On note dès lors le changement progressif de la figure du maître puisque plusieurs générations de musiciens ont suivi un cursus universitaire, en musique ou dans d’autres disciplines, parallèlement à une formation musicale traditionnelle. Une des stratégies des musiciens est en effet de tenir compte des différents contextes éducatifs en prenant le meilleur du système traditionnel, à savoir un sens de l’exécution, un style particulier et le prestige donné par le nom du gurū et du gharānā, tout en acquérant un diplôme qui atteste d’une éducation réussie. Découlant de cette dynamique d’interpénétration des contextes d’enseignement, le profil du musicien qui se généralise est celui de l’artiste diplômé, parlant anglais, qui développe une approche réflexive sur sa tradition musicale et qui sait théoriser son savoir pour l’adapter à des publics variés. La maîtrise des outils de communication et de promotion se banalise également : les artistes créent des réseaux sur la toile autant qu’ils cultivent les liens avec les cercles musicaux locaux. Quelques jeunes musiciens sont même devenus des e-gurū en proposant un enseignement à distance via des sites spécialisés ou en utilisant une interface vidéo pour communiquer avec leurs disciples basés à l’étranger. Les conséquences de ces changements sur les différents niveaux de la production musicale restent encore à évaluer.
Le contexte général étant posé, présentons les points mis en avant par les musiciens pour définir l’enseignement traditionnel.
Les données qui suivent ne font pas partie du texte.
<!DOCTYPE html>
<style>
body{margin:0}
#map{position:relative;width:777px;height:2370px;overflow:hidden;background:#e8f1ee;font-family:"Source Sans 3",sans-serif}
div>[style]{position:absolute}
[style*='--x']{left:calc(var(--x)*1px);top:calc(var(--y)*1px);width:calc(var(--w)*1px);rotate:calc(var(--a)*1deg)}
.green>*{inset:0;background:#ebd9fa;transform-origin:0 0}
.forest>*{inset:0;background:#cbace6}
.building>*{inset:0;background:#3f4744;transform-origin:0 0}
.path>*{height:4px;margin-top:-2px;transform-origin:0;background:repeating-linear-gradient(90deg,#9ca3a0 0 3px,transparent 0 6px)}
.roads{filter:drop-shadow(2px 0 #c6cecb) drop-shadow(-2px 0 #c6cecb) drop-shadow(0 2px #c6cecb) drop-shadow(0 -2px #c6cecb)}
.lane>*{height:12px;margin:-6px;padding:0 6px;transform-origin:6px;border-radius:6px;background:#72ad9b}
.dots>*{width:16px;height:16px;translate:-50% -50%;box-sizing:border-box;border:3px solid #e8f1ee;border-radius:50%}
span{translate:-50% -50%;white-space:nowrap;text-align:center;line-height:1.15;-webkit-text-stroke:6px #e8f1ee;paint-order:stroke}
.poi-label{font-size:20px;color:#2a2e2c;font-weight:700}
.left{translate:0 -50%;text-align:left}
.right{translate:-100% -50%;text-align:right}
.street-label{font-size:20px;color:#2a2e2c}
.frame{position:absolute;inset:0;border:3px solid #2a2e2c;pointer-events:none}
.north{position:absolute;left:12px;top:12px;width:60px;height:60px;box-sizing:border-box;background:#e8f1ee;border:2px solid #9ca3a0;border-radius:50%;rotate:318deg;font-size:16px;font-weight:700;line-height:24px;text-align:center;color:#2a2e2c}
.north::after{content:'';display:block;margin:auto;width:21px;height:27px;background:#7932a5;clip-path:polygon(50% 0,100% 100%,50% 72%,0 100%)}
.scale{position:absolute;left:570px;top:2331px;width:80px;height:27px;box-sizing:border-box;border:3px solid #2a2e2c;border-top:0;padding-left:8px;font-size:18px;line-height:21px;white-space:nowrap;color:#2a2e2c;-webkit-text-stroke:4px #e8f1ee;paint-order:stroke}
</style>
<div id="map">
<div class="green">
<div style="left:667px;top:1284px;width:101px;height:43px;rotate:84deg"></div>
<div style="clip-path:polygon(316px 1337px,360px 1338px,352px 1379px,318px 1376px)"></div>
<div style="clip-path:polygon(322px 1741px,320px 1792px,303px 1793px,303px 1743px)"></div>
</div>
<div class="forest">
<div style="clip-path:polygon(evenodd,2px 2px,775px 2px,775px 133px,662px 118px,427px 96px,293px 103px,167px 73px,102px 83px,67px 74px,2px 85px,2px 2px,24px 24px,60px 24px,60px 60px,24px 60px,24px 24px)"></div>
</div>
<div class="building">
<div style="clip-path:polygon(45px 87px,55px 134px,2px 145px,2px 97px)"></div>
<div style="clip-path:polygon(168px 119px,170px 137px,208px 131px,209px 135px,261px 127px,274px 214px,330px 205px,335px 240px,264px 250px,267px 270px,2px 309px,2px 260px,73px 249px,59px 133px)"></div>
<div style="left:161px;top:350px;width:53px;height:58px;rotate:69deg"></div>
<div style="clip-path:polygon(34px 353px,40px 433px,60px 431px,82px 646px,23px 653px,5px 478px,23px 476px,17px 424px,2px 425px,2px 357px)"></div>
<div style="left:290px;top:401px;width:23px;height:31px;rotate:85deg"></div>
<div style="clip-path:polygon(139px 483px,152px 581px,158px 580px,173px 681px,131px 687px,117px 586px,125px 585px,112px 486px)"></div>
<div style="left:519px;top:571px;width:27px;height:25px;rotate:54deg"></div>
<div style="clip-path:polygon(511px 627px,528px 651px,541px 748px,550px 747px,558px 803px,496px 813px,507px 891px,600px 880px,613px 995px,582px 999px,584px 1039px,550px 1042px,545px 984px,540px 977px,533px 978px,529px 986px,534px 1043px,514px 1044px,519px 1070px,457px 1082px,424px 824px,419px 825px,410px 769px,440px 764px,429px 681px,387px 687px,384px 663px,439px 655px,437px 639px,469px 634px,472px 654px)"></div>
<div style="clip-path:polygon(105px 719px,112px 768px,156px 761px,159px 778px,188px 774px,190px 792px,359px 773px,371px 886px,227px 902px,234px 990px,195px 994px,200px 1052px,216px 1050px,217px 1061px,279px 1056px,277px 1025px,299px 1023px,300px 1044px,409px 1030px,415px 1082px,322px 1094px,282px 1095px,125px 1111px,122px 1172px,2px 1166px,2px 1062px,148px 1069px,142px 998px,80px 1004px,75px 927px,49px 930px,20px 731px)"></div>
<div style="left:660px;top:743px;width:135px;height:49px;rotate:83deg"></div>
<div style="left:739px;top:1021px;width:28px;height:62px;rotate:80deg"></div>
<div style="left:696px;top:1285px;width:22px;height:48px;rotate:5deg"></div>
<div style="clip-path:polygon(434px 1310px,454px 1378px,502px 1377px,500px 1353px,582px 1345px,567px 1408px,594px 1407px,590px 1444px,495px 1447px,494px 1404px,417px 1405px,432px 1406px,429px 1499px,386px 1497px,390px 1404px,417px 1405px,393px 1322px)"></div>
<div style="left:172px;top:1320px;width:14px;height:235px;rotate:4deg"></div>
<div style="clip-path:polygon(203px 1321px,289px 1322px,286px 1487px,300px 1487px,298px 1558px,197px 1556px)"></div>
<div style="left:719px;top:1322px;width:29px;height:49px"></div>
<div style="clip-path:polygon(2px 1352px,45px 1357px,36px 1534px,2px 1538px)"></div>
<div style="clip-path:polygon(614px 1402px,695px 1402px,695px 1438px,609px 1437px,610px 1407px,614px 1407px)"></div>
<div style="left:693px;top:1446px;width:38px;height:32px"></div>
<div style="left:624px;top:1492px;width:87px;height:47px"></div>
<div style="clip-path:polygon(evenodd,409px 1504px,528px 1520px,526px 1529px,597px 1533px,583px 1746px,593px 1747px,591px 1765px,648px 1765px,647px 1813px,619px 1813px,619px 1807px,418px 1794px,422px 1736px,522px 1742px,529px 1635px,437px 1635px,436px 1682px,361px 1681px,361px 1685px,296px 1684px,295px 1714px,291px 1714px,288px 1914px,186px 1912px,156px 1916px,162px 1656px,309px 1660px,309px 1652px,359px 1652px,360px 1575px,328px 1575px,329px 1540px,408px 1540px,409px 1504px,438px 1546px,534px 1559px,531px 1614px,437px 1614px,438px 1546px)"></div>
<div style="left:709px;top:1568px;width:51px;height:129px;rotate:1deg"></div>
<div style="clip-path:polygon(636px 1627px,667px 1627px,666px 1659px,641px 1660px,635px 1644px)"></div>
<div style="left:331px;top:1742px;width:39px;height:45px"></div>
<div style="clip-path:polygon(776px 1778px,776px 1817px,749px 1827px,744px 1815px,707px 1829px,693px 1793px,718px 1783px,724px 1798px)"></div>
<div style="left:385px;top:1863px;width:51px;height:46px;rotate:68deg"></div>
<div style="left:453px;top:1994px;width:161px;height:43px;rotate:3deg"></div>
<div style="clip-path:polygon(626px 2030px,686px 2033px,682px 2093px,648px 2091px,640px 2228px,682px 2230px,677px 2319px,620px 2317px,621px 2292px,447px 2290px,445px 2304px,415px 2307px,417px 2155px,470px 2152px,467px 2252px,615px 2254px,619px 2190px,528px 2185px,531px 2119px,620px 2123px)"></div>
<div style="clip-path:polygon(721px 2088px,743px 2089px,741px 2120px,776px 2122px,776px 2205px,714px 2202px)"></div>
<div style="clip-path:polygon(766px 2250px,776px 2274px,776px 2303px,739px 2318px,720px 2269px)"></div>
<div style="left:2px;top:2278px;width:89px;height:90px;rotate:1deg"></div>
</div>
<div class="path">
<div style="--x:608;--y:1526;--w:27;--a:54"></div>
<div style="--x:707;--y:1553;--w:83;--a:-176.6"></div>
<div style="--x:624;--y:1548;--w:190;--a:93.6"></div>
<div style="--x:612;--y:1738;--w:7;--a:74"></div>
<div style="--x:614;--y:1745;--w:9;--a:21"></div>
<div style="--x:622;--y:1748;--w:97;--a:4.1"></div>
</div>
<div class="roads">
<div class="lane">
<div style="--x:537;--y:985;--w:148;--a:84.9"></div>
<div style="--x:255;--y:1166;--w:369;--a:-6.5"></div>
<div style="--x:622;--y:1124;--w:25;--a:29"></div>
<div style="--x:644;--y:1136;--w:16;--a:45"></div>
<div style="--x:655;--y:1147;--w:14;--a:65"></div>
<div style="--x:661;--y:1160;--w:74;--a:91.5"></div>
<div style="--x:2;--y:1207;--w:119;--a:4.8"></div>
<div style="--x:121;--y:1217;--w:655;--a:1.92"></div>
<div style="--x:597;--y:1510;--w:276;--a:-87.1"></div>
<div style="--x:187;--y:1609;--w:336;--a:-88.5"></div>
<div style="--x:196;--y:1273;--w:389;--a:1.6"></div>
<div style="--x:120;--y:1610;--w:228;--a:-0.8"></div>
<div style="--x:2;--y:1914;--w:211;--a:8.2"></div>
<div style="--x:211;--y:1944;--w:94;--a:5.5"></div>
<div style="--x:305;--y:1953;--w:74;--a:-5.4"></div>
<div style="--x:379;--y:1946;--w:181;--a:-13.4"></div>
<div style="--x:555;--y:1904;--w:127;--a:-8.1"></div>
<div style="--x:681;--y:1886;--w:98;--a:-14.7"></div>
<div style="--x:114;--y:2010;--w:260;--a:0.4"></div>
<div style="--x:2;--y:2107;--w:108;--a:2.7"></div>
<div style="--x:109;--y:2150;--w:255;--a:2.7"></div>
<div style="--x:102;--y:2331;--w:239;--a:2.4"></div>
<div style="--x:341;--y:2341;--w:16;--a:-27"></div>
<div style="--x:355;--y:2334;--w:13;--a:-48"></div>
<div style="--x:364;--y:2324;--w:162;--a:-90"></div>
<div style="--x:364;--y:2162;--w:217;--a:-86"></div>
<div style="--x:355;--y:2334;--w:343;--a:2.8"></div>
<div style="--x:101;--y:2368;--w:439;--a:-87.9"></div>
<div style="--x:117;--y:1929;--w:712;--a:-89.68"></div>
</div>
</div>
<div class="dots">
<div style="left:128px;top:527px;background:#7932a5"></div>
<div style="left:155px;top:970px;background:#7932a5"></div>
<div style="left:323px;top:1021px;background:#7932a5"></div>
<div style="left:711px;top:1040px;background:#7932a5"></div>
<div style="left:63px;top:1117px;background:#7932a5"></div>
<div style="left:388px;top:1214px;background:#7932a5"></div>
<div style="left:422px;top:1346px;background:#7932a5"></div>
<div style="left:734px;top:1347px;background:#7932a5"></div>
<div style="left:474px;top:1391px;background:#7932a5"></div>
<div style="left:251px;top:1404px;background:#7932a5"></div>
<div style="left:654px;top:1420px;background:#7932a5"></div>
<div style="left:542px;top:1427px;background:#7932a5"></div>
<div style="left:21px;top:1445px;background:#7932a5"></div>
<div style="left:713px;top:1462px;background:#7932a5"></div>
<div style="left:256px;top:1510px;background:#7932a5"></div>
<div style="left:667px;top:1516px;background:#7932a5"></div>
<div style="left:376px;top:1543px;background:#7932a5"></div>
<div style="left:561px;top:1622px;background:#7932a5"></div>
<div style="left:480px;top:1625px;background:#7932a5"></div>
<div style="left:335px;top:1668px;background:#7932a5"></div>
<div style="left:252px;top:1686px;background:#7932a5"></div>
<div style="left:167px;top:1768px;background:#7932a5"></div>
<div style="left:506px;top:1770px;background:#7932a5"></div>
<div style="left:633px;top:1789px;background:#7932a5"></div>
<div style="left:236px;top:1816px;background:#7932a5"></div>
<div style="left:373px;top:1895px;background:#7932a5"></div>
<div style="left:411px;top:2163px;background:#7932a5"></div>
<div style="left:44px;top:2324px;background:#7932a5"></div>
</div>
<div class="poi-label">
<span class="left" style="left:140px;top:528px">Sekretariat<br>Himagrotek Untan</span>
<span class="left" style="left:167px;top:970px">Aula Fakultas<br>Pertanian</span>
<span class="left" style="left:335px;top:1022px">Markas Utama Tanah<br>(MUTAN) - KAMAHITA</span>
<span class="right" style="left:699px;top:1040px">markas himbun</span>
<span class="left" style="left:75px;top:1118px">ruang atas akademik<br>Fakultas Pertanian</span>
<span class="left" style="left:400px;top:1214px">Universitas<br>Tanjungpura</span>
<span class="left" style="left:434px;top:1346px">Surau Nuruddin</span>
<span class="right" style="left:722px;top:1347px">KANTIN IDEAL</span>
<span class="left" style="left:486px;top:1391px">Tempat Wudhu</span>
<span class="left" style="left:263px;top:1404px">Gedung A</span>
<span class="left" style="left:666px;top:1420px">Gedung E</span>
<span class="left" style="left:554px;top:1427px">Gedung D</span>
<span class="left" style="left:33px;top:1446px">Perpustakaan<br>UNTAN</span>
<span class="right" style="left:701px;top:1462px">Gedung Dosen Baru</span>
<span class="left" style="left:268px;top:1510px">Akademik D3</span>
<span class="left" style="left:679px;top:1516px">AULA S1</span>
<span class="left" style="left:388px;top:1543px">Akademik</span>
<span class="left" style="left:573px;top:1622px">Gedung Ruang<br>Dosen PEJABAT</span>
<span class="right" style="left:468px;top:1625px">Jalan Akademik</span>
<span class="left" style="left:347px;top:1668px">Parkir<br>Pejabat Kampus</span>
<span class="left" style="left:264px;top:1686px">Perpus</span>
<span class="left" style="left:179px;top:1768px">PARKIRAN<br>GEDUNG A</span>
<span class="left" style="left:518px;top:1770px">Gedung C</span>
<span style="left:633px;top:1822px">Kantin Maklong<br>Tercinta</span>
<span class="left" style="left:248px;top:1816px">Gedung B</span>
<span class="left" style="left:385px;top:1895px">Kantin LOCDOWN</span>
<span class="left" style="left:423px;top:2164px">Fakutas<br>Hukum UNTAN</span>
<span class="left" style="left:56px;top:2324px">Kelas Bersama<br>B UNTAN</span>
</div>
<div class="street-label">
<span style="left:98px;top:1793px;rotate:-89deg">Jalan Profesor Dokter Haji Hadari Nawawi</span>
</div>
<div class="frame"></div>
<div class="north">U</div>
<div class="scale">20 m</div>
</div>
Ses caractéristiques apparaissent souvent par comparaison avec le contexte de l’école de musique et celui du cours privé (tuition).
Les enfants qui ont grandi dans un environnement musical ont une approche intuitive de la musique : ils sont capables de reconnaître certains rāg et tāl27avant même de recevoir leur première leçon. L’initiation par imprégnation est reconnue comme un avantage au niveau de la formation de l’oreille et de l’acquisition de futures aptitudes musicales. Elle ne suffit pas, cependant, pour développer une compétence musicale car la musique classique implique un haut degré de connaissance et nécessite à ce titre un apprentissage formel. Sa transmission se fait donc sur le modèle d’instruction de maître à disciple au sein même du réseau familial : une formation planifiée succède à une première phase d’initiation non programmée. Même si la grande variation des pratiques développées d’une famille à l’autre rend difficile toute généralisation, c’est souvent entre l’âge de cinq et huit ans que débutent les cours de musique sous l’égide d’un aîné de la famille. Le parcours pédagogique de Kamal Sabri, jeune joueur professionnel de sāraṅgī (vièle à archet) illustre ce point. Il a été formé très tôt par son père, Ustad Sabri Khan, à l’art de l’accompagnement musical qui implique une connaissance du chant et du tablā (paire de tambours) avant et en parallèle de la maîtrise technique de la sāraṅgī.
« Ma formation a commencé quand je suis venu au monde et que j’ai commencé à entendre la musique, c’est-à-dire à ma naissance. Mais mon apprentissage a formellement commencé à l’âge de 5 ans, quand je suis devenu un disciple à proprement parler. J’ai commencé à apprendre avec mon père sur une très petite sāraṅgī, sur la sāraṅgī de notre famille sur laquelle mon grand-père, mon arrière-grand-père et mon père ont appris. J’ai commencé alors à jouer et à recevoir le ta ͑līm spécifique, l’éducation correspondant au jeu de la sāraṅgī et j’ai commencé un peu de chant et un peu de tablā parce que c’est très important pour nous de commencer avec le tablā et le chant28. »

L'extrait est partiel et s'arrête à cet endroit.